BACKGROUND VSMC proliferation plays a key role in atherosclerosis, but the role of XPD in VSMC proliferation remains unknown. We investigated the expression of XPD, which is involved in cell cycle regulation, and its role in VSMC proliferation response to atherogenic stimuli. MATERIAL AND METHODS Human umbilical vein VSMCs were transfected with recombinant plasmid pEGFP-N2/XPD and pEGFP-N2 and incubated with PDGF-BB in vitro. Cell viability was determined by MTT assay. The expressions of XPD, GSK3β, p-GSK3β, CDK4, and cyclin D1 protein were detected by Western blot analysis. Cell cycle was examined by flow cytometry.

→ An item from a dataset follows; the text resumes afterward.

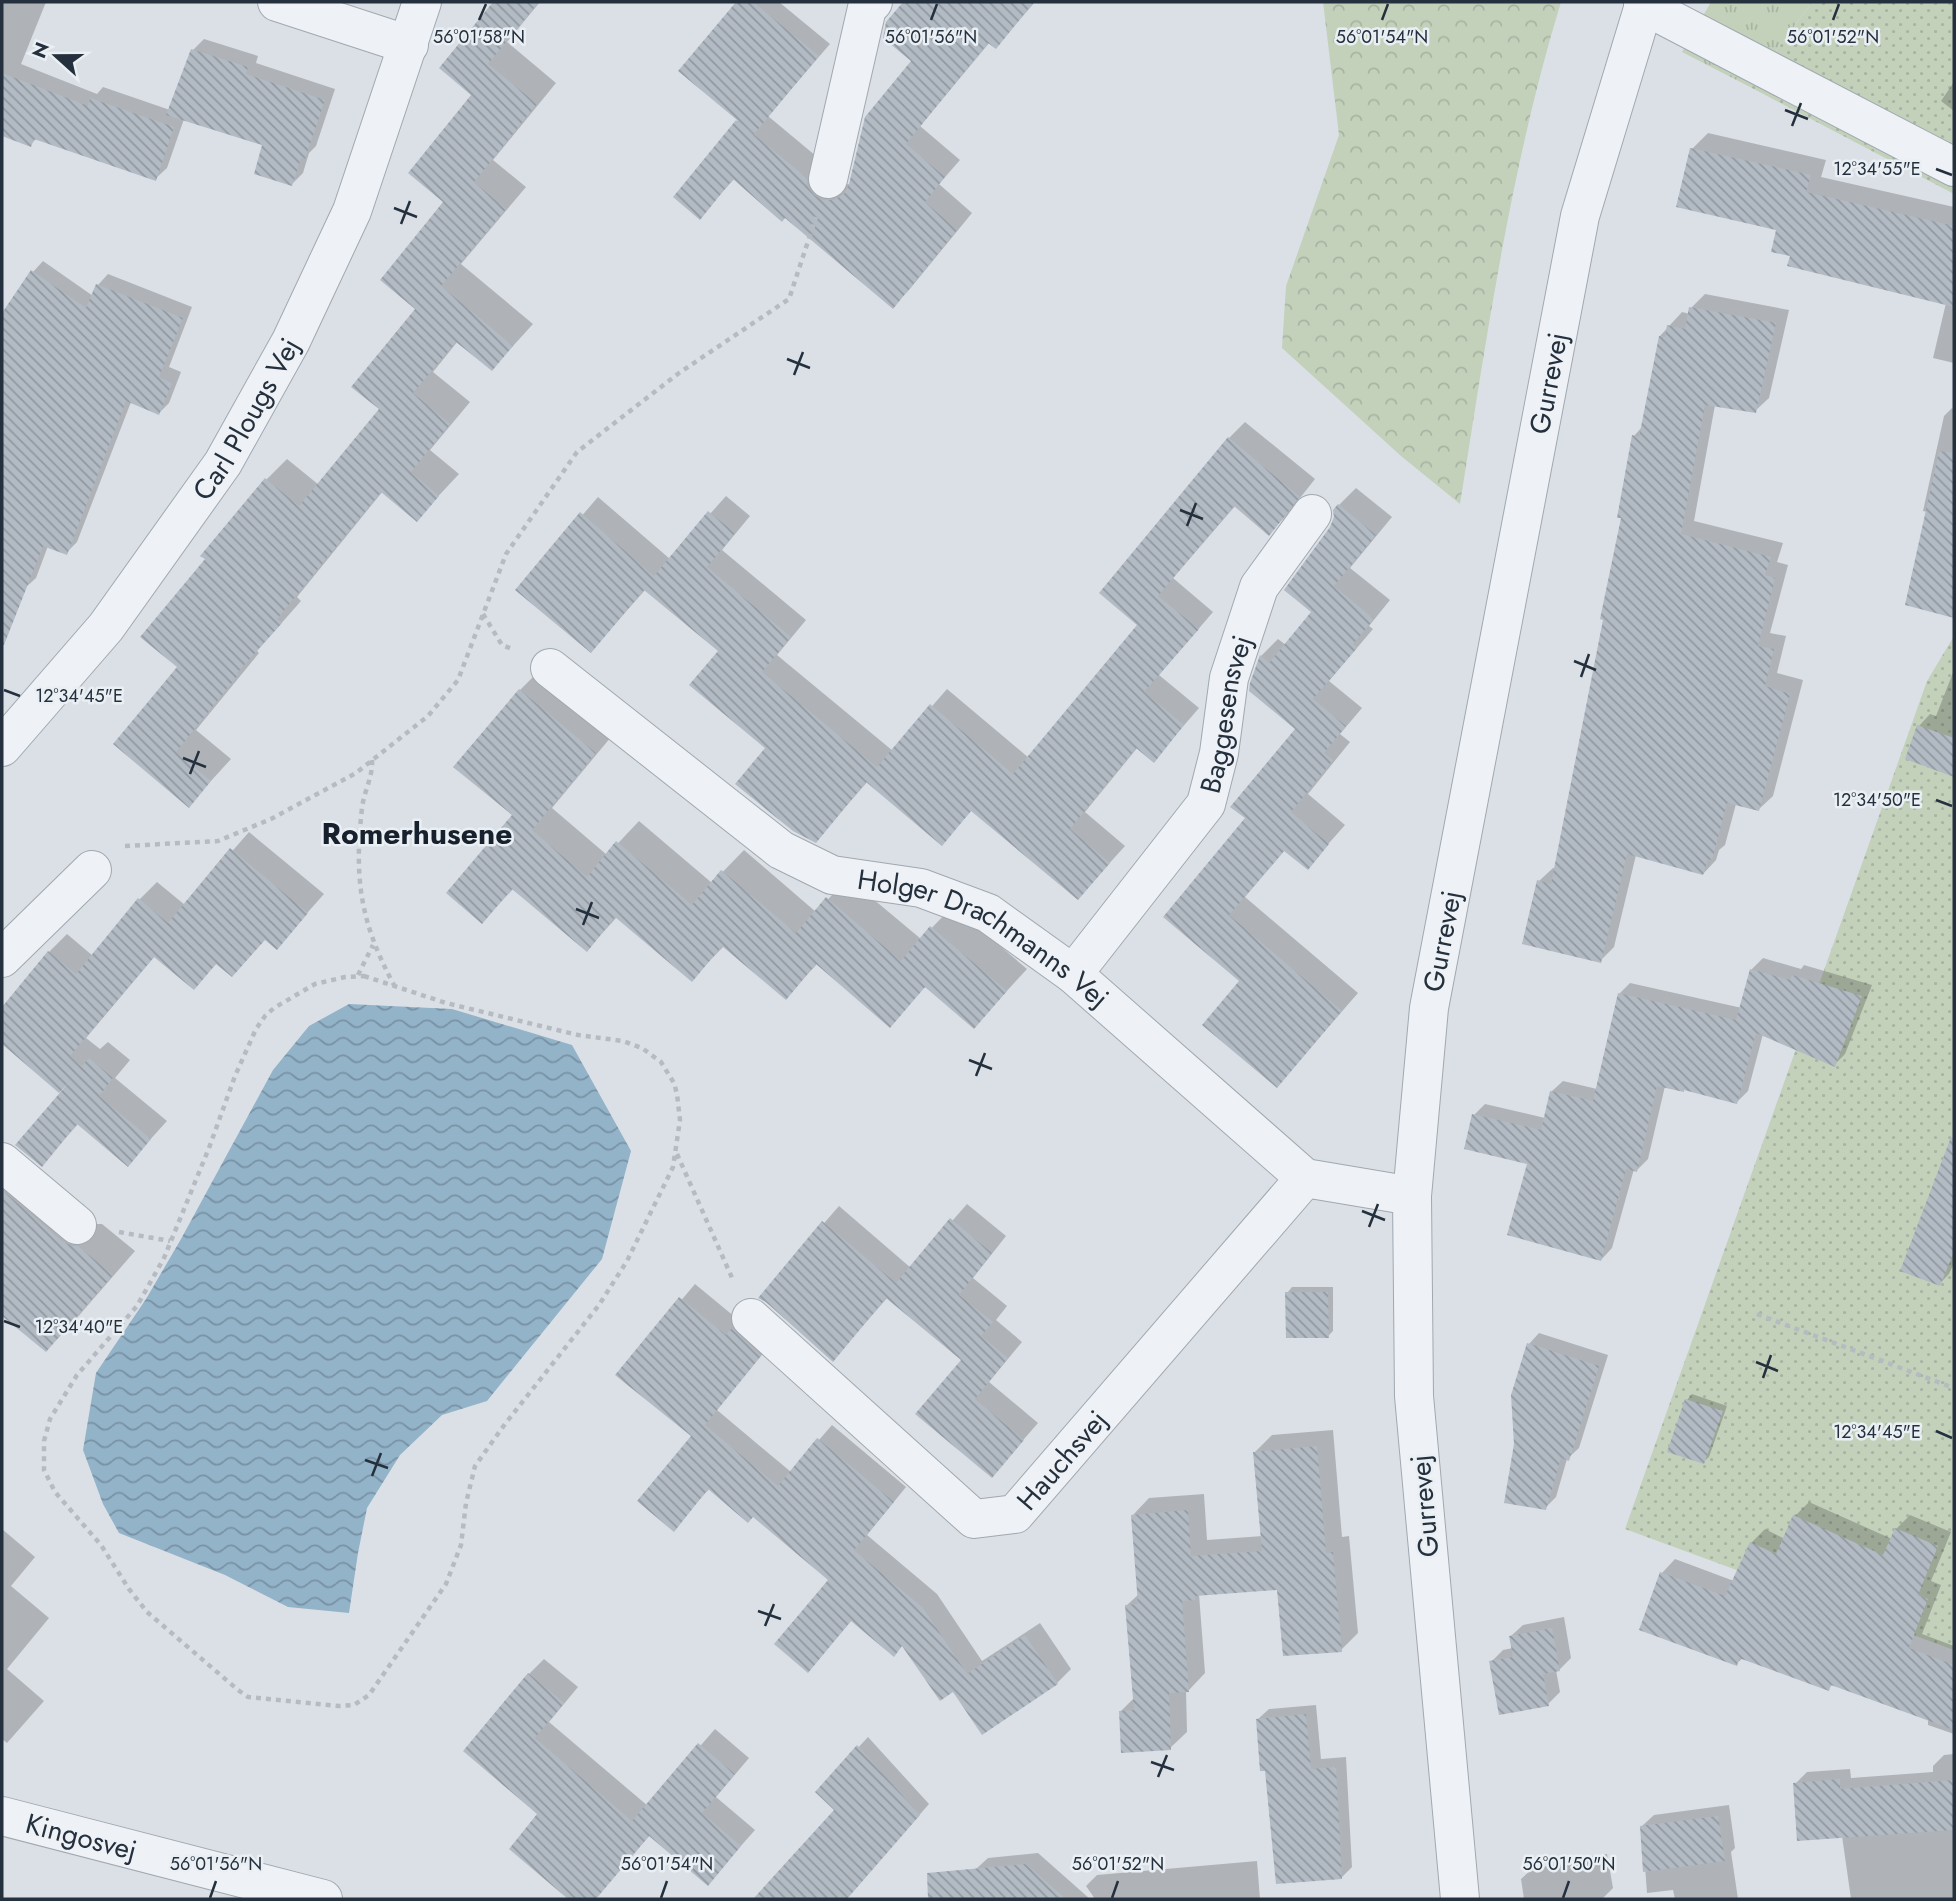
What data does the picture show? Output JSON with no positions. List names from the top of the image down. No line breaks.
{"streets":{"street":["Gurrevej","Carl Plougs Vej","Baggesensvej","Holger Drachmanns Vej","Hauchsvej","Kingosvej"]},"crossings":[["Baggesensvej","Holger Drachmanns Vej"],["Holger Drachmanns Vej","Hauchsvej"]],"districts":["Romerhusene"],"north":"left","coordinates":["56°01'58\"N","56°01'56\"N","56°01'54\"N","56°01'52\"N","12°34'55\"E","12°34'45\"E","12°34'50\"E","12°34'40\"E","56°01'50\"N"]}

RESULTS PDGF inhibited the expression of XPD in VSMCs and promoted VSMC proliferation. Overexpression of XPD significantly augmented cell cycle arrest, and attenuated protein expression levels of CDK4 and cyclin D1 in VSMCs. XPD overexpression suppressed the effects of PDGF-BB in promoting G1/S transition and accelerating protein expression levels of CDK4 and cyclin D1. XPD diminished the phosphorylation of GSK3β, and SB216763 inhibited the reduction effect of XPD on CDK4 and cyclin D1. CONCLUSIONS XPD induces VSMC cell cycle arrest, and the activation of GSK3β plays a crucial role in inhibitory effect of XPD on VSMC proliferation.

Background

The generation of atherosclerosis results from complex interactions of atherogenic stimuli such as oxidized phospholipids, inflammatory factors, and growth factors, and various cell types in the vessel wall, including endothelial cells, lymphocytes, monocytes, and smooth muscle cells [1]. Recent studies revealed the important role of vascular smooth muscle cells (VSMCs) in the initiation and progression of atherosclerotic plaque [2,3]. At the early stage of atherosclerosis, VSMCs that have switched phenotype induced by atherogenic stimuli after vascular endothelial injury migrate into the neointima and secrete extracellular matrix, which is critically involved in neointima formation and development [4]. In addition, augmented VSMC proliferation plays a key role in intimal hyperplasia, a common pathological characteristic in atherosclerosis and restenosis after angioplasty [5]. Therefore, identifying the regulatory factors of VSMC proliferation may facilitate the development of therapies for preventing intimal thickening.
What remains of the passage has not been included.